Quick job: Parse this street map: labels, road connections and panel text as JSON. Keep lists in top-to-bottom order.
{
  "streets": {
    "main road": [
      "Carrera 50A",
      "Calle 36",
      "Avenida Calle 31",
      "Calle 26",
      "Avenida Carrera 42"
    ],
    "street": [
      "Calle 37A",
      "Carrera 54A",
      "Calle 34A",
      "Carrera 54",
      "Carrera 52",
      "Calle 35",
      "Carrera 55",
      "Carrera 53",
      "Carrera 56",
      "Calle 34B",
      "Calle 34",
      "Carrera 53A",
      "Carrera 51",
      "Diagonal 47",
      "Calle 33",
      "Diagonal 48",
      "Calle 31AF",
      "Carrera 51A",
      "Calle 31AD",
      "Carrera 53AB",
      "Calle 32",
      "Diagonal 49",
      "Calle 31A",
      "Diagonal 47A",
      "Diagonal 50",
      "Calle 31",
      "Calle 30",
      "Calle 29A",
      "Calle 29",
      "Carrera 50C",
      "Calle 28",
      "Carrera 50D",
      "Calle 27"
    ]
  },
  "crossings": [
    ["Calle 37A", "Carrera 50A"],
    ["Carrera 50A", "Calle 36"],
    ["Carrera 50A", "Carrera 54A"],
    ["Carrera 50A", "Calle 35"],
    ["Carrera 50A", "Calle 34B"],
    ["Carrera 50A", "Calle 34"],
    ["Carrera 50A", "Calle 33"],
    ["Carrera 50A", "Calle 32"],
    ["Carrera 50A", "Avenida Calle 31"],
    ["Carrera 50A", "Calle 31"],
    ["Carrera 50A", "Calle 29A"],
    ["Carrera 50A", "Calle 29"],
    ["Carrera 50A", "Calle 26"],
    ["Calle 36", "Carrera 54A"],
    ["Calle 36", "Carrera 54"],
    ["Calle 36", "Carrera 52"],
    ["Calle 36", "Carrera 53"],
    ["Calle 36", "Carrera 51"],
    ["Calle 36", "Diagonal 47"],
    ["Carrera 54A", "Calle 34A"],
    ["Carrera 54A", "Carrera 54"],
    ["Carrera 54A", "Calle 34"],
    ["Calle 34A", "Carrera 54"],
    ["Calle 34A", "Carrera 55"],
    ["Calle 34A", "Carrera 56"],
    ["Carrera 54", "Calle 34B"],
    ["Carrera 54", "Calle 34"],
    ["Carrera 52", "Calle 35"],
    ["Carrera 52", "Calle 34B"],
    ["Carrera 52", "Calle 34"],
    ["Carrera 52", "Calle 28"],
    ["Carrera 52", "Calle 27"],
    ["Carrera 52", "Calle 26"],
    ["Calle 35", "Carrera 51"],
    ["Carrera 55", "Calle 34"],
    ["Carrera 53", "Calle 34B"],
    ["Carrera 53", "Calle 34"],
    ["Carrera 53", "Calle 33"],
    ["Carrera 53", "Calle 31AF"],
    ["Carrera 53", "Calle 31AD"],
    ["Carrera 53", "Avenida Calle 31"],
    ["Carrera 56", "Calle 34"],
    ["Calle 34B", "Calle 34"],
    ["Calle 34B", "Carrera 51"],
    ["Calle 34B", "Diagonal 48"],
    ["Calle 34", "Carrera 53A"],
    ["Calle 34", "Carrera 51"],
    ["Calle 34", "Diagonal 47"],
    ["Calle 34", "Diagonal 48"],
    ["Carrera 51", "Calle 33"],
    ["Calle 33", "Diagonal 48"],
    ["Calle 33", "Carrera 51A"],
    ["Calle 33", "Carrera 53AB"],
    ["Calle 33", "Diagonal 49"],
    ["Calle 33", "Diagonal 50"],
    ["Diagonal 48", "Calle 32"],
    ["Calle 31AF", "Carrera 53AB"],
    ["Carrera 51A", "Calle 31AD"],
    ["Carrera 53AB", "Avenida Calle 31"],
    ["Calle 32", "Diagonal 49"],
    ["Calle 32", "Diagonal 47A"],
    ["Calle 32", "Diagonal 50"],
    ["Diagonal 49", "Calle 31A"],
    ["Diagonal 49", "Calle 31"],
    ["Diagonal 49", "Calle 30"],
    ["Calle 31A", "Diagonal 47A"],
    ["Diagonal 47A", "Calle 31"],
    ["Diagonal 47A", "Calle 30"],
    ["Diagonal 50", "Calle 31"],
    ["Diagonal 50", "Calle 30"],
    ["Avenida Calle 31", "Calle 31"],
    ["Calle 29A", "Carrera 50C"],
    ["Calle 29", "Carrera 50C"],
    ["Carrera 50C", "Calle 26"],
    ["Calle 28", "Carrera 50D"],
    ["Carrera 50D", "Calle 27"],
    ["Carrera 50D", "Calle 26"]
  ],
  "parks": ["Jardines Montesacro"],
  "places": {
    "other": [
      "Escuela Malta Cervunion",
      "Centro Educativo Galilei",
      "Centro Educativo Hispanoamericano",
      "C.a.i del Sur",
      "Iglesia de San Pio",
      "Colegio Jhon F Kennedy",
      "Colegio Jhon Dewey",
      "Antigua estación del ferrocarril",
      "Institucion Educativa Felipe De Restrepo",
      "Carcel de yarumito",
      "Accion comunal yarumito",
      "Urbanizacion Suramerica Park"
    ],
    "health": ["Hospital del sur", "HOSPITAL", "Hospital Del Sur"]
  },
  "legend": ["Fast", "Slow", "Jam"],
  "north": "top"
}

▶ **EXERCISE INSTRUCTIONS**
Would you reproduce all of the data exactly, without a single alteration?

▶ **COMPLETED EXERCISE**
Quick job: Parse this street map: labels, road connections and panel text as JSON. Keep lists in top-to-bottom order.
{
  "streets": {
    "main road": [
      "Carrera 50A",
      "Calle 36",
      "Avenida Calle 31",
      "Calle 26",
      "Avenida Carrera 42"
    ],
    "street": [
      "Calle 37A",
      "Carrera 54A",
      "Calle 34A",
      "Carrera 54",
      "Carrera 52",
      "Calle 35",
      "Carrera 55",
      "Carrera 53",
      "Carrera 56",
      "Calle 34B",
      "Calle 34",
      "Carrera 53A",
      "Carrera 51",
      "Diagonal 47",
      "Calle 33",
      "Diagonal 48",
      "Calle 31AF",
      "Carrera 51A",
      "Calle 31AD",
      "Carrera 53AB",
      "Calle 32",
      "Diagonal 49",
      "Calle 31A",
      "Diagonal 47A",
      "Diagonal 50",
      "Calle 31",
      "Calle 30",
      "Calle 29A",
      "Calle 29",
      "Carrera 50C",
      "Calle 28",
      "Carrera 50D",
      "Calle 27"
    ]
  },
  "crossings": [
    ["Calle 37A", "Carrera 50A"],
    ["Carrera 50A", "Calle 36"],
    ["Carrera 50A", "Carrera 54A"],
    ["Carrera 50A", "Calle 35"],
    ["Carrera 50A", "Calle 34B"],
    ["Carrera 50A", "Calle 34"],
    ["Carrera 50A", "Calle 33"],
    ["Carrera 50A", "Calle 32"],
    ["Carrera 50A", "Avenida Calle 31"],
    ["Carrera 50A", "Calle 31"],
    ["Carrera 50A", "Calle 29A"],
    ["Carrera 50A", "Calle 29"],
    ["Carrera 50A", "Calle 26"],
    ["Calle 36", "Carrera 54A"],
    ["Calle 36", "Carrera 54"],
    ["Calle 36", "Carrera 52"],
    ["Calle 36", "Carrera 53"],
    ["Calle 36", "Carrera 51"],
    ["Calle 36", "Diagonal 47"],
    ["Carrera 54A", "Calle 34A"],
    ["Carrera 54A", "Carrera 54"],
    ["Carrera 54A", "Calle 34"],
    ["Calle 34A", "Carrera 54"],
    ["Calle 34A", "Carrera 55"],
    ["Calle 34A", "Carrera 56"],
    ["Carrera 54", "Calle 34B"],
    ["Carrera 54", "Calle 34"],
    ["Carrera 52", "Calle 35"],
    ["Carrera 52", "Calle 34B"],
    ["Carrera 52", "Calle 34"],
    ["Carrera 52", "Calle 28"],
    ["Carrera 52", "Calle 27"],
    ["Carrera 52", "Calle 26"],
    ["Calle 35", "Carrera 51"],
    ["Carrera 55", "Calle 34"],
    ["Carrera 53", "Calle 34B"],
    ["Carrera 53", "Calle 34"],
    ["Carrera 53", "Calle 33"],
    ["Carrera 53", "Calle 31AF"],
    ["Carrera 53", "Calle 31AD"],
    ["Carrera 53", "Avenida Calle 31"],
    ["Carrera 56", "Calle 34"],
    ["Calle 34B", "Calle 34"],
    ["Calle 34B", "Carrera 51"],
    ["Calle 34B", "Diagonal 48"],
    ["Calle 34", "Carrera 53A"],
    ["Calle 34", "Carrera 51"],
    ["Calle 34", "Diagonal 47"],
    ["Calle 34", "Diagonal 48"],
    ["Carrera 51", "Calle 33"],
    ["Calle 33", "Diagonal 48"],
    ["Calle 33", "Carrera 51A"],
    ["Calle 33", "Carrera 53AB"],
    ["Calle 33", "Diagonal 49"],
    ["Calle 33", "Diagonal 50"],
    ["Diagonal 48", "Calle 32"],
    ["Calle 31AF", "Carrera 53AB"],
    ["Carrera 51A", "Calle 31AD"],
    ["Carrera 53AB", "Avenida Calle 31"],
    ["Calle 32", "Diagonal 49"],
    ["Calle 32", "Diagonal 47A"],
    ["Calle 32", "Diagonal 50"],
    ["Diagonal 49", "Calle 31A"],
    ["Diagonal 49", "Calle 31"],
    ["Diagonal 49", "Calle 30"],
    ["Calle 31A", "Diagonal 47A"],
    ["Diagonal 47A", "Calle 31"],
    ["Diagonal 47A", "Calle 30"],
    ["Diagonal 50", "Calle 31"],
    ["Diagonal 50", "Calle 30"],
    ["Avenida Calle 31", "Calle 31"],
    ["Calle 29A", "Carrera 50C"],
    ["Calle 29", "Carrera 50C"],
    ["Carrera 50C", "Calle 26"],
    ["Calle 28", "Carrera 50D"],
    ["Carrera 50D", "Calle 27"],
    ["Carrera 50D", "Calle 26"]
  ],
  "parks": ["Jardines Montesacro"],
  "places": {
    "other": [
      "Escuela Malta Cervunion",
      "Centro Educativo Galilei",
      "Centro Educativo Hispanoamericano",
      "C.a.i del Sur",
      "Iglesia de San Pio",
      "Colegio Jhon F Kennedy",
      "Colegio Jhon Dewey",
      "Antigua estación del ferrocarril",
      "Institucion Educativa Felipe De Restrepo",
      "Carcel de yarumito",
      "Accion comunal yarumito",
      "Urbanizacion Suramerica Park"
    ],
    "health": ["Hospital del sur", "HOSPITAL", "Hospital Del Sur"]
  },
  "legend": ["Fast", "Slow", "Jam"],
  "north": "top"
}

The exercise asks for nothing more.